Even Google is Listening
Google has even joined the conversation by launching a wellbeing page (https://wellbeing.google/) that discusses how to find balance with today’s technology.
I have a general opinion that the internet goes as Google goes, so I view this as a key indicator of where the industry is heading.
Bringing the Balance Home
As an agency focused on helping health, wellness, and lifestyle brands grow, we take our own culture of health and wellness very seriously – and that includes being mindful about time spent on and around technology. Parallel Path Co-Founder and COO Bryan Boettiger offers this anecdote about how he and his family attempt digital wellbeing in their own home:
“With my pre-teen and teen boys, we have focused less on limiting digital time and more on what the quality of that time is. For instance, we don’t allow our boys to utilize social media apps. No Facebook, Instagram, Snapchat, Twitter, etc… With 19+ years in digital media experience, we feel the long term benefits of keeping childhood folly from the permanence of the internet is more important than feeling part of the crowd.

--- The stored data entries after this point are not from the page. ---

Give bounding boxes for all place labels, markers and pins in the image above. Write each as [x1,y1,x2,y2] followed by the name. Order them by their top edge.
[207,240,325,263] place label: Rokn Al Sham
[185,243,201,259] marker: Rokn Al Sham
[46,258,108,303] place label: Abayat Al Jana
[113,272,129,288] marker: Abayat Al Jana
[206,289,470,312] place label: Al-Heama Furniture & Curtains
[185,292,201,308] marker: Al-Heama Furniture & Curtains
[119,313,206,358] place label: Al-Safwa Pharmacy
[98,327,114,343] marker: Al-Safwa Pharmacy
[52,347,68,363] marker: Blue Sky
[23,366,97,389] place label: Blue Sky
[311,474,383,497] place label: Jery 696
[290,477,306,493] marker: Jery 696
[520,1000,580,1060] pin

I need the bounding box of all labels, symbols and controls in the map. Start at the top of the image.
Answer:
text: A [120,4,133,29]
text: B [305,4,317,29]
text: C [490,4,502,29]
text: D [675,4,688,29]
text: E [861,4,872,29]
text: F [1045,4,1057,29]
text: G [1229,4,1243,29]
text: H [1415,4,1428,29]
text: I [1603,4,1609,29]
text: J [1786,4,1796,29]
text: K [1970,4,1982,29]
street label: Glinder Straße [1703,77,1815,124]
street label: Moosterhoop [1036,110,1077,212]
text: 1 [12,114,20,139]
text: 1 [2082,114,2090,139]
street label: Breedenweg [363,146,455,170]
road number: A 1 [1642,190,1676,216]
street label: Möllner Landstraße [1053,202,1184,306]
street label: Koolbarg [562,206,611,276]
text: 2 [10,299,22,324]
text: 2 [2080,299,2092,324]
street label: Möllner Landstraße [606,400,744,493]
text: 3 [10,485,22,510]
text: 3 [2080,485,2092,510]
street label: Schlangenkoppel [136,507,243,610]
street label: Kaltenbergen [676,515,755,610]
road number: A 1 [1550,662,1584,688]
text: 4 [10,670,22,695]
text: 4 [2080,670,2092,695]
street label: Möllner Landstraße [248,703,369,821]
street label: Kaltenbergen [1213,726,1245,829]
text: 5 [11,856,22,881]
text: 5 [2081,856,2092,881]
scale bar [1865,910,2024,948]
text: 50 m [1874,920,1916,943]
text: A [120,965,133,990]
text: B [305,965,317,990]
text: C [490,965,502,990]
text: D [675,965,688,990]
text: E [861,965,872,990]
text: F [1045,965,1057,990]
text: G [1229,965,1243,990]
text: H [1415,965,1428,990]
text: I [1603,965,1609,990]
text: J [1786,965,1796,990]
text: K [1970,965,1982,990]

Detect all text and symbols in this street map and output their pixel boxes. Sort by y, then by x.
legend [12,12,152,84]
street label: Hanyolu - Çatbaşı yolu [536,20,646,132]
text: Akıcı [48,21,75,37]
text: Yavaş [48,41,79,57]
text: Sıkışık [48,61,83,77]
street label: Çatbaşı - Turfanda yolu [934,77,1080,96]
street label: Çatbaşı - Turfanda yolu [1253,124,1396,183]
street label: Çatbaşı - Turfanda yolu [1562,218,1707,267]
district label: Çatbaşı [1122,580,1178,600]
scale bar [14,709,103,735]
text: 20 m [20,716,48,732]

We’ve also noticed the boys find different means for communicating with their friends and staying in the loop. Alternatives such as actual phone calls, FaceTime, texting, and old fashioned face to face communication have kept them headed in the direction we believe is best for their growth and development.”
Rapidly-evolving technologies call for ever-changing strategies around how much (or how little) we allow technology to play a role in our daily lives. But if we consider our behavior through a lens of health and wellness, we have a better chance of balance.